The world is not acting fast enough on global warming, according to a top official at the United Nations.

“If we don’t solve the climate crisis, we’ll have a massive destabilizing impact across this entire planet,” Selwin Hart, the special adviser to the secretary-general on climate action and just transition, said.


What You Need To Know

  • Current policies will bring global temperatures to unsustainable levels

  • Selwin Hart fears many island nations will struggle to survive under the new climate

  • He blames the oil industry for knowing long ago it was having a negative impact on the climate

  • He warns about governments and companies claiming to clean their act without actually doing it

Under the leadership of Secretary-General António Guterres, the United Nations has placed climate change at the top of the international agenda, warning of the dangers of global temperatures rising above 1.5 degrees Celsius, or 2.7 degrees Fahrenheit.

"Current policies to reduce carbon pollution place us on a 3 degree, 3.2-degree Celsius pathway.
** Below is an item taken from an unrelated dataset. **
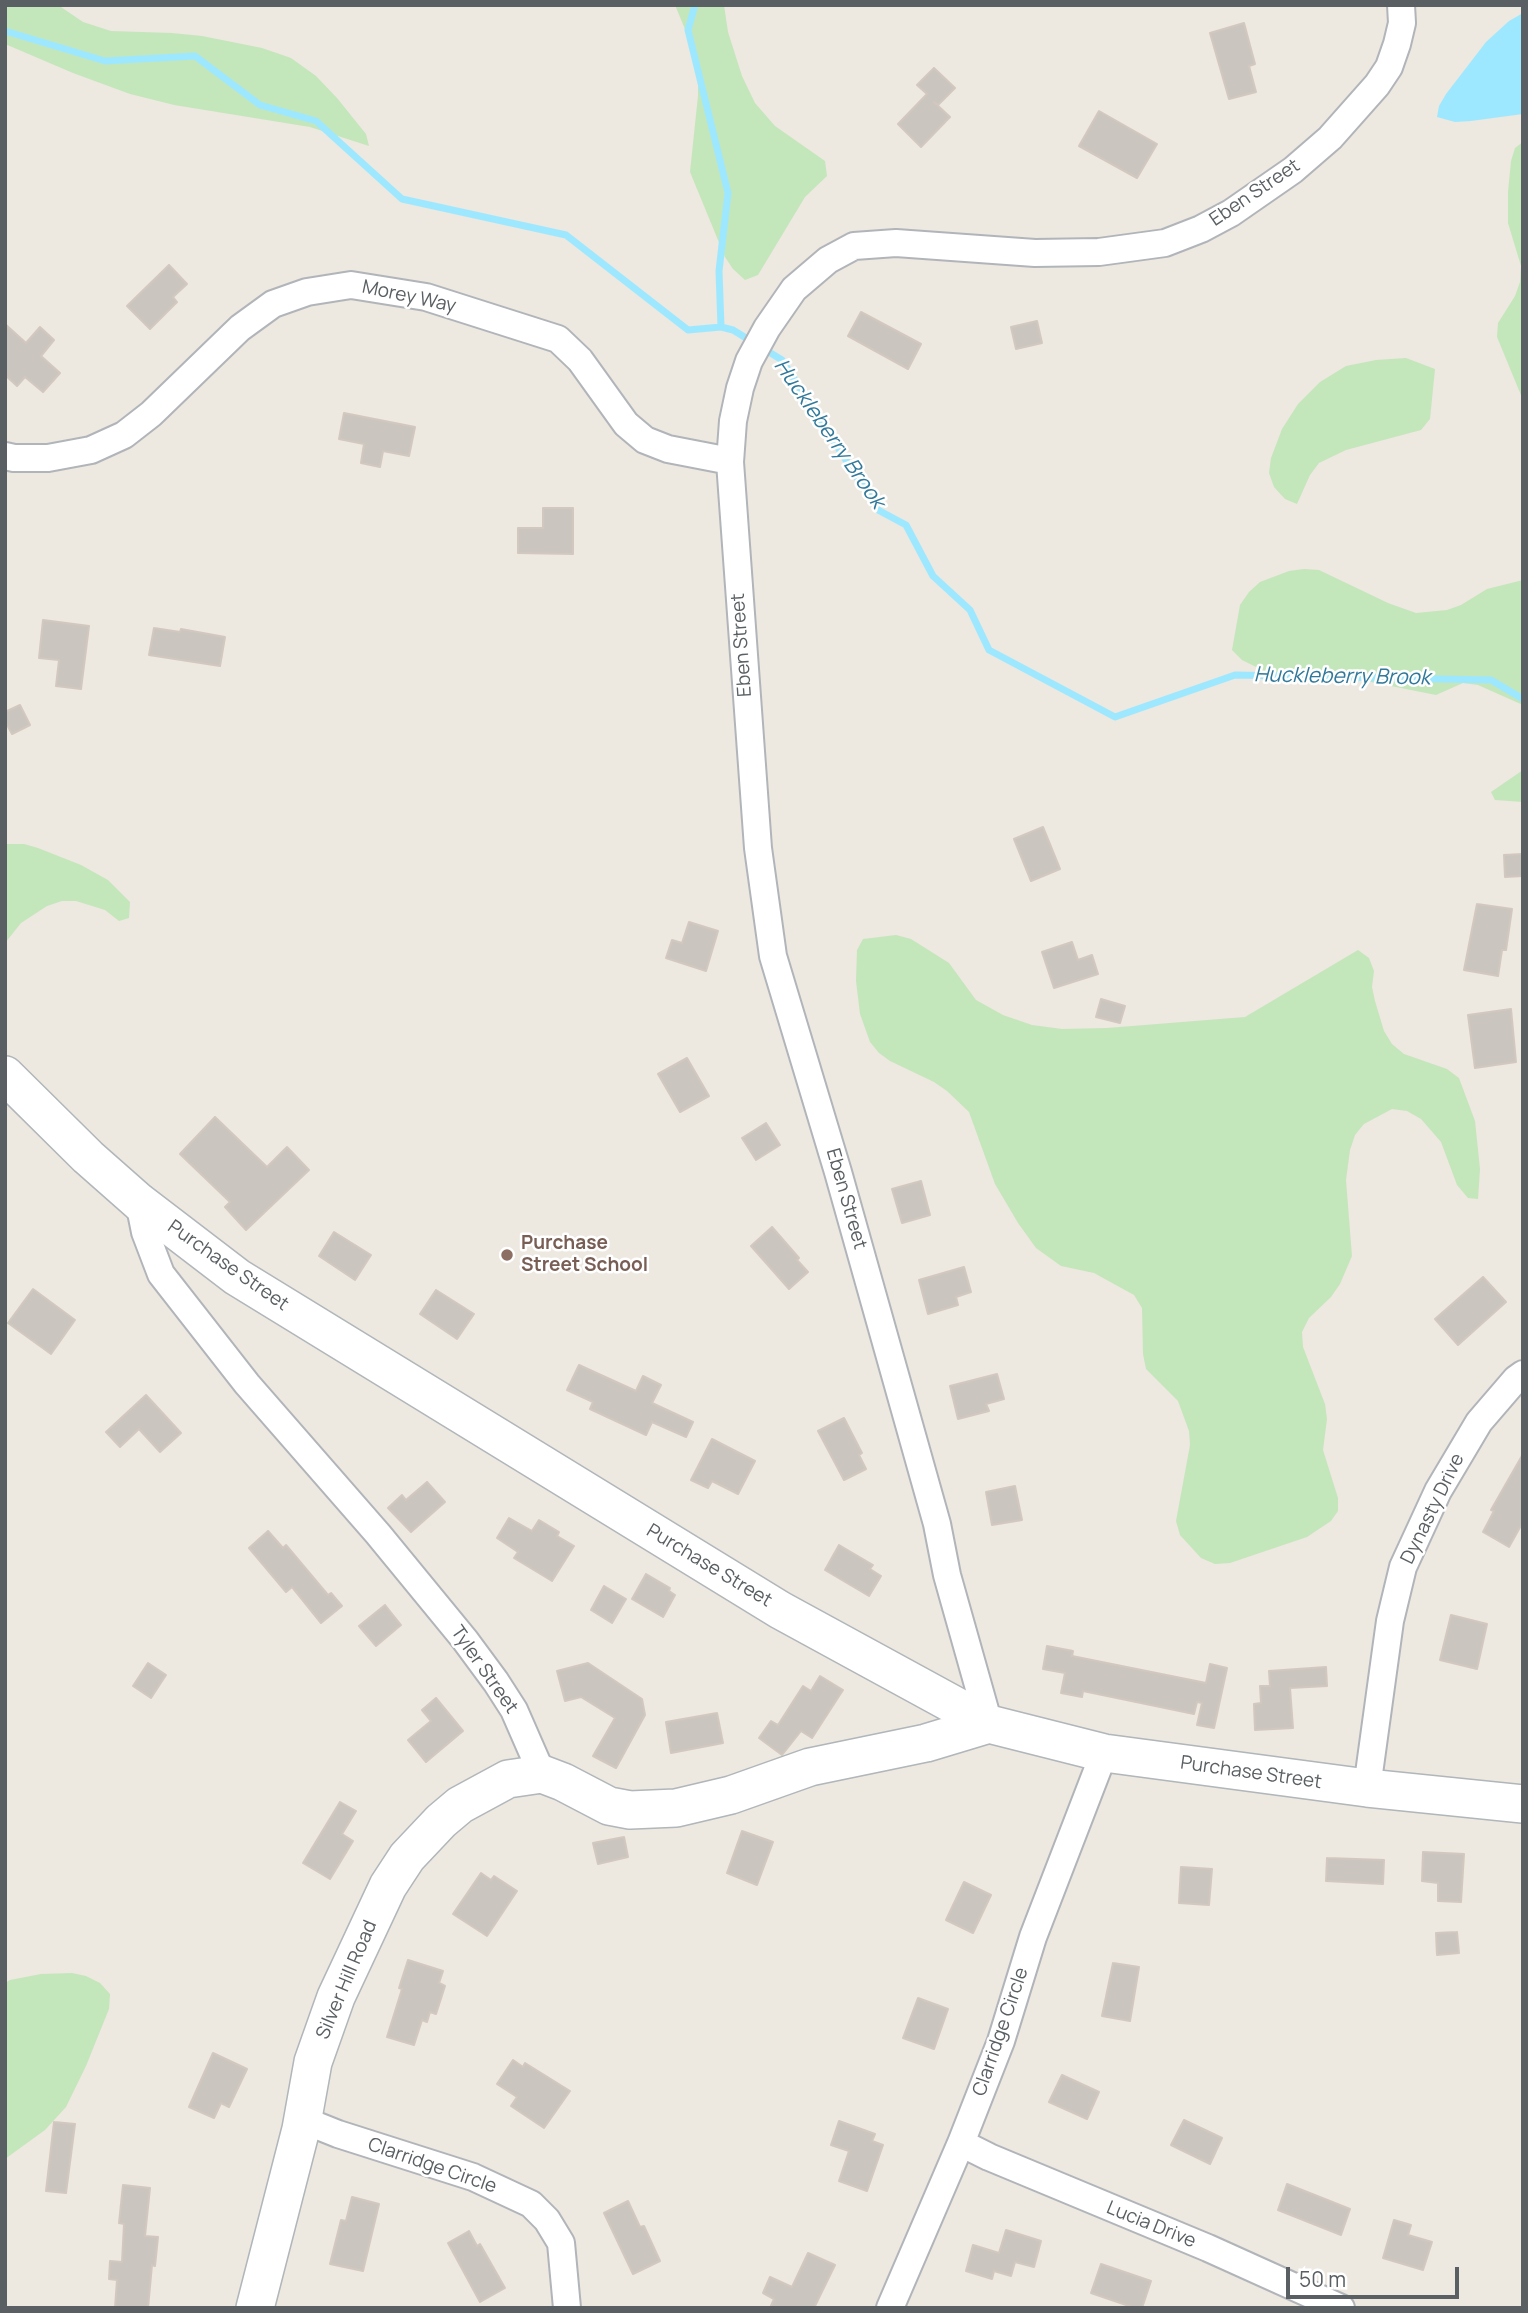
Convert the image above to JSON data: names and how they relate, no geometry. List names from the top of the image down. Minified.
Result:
{"streets":{"main road":["Purchase Street","Silver Hill Road"],"street":["Eben Street","Morey Way","Dynasty Drive","Tyler Street","Clarridge Circle","Lucia Drive"]},"crossings":[["Eben Street","Morey Way"],["Eben Street","Purchase Street"],["Purchase Street","Dynasty Drive"],["Purchase Street","Tyler Street"],["Purchase Street","Clarridge Circle"],["Tyler Street","Silver Hill Road"],["Silver Hill Road","Clarridge Circle"],["Clarridge Circle","Lucia Drive"]],"water":["Huckleberry Brook"],"places":["Purchase Street School"],"scale_bar":"50 m"}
So clearly, countries are not doing enough," Hart said.

For years, Hart has served in different climate change negotiator positions, including representing an alliance of small island developing states, including his native country Barbados.

"Even at 1.5 degrees of warming, some of these countries will disappear," Hart said. "As the United Nations, it is our solemn responsibility to fight for those on the front lines of the climate crisis. We have to fight for their survival. We fight to fight for their dignity, and we have to ensure that future generations of islanders, rather you are from the Marshall Islands, or Palau or Samoa or from Fiji or from Barbados, or Haiti or Jamaica, our struggle is their struggle."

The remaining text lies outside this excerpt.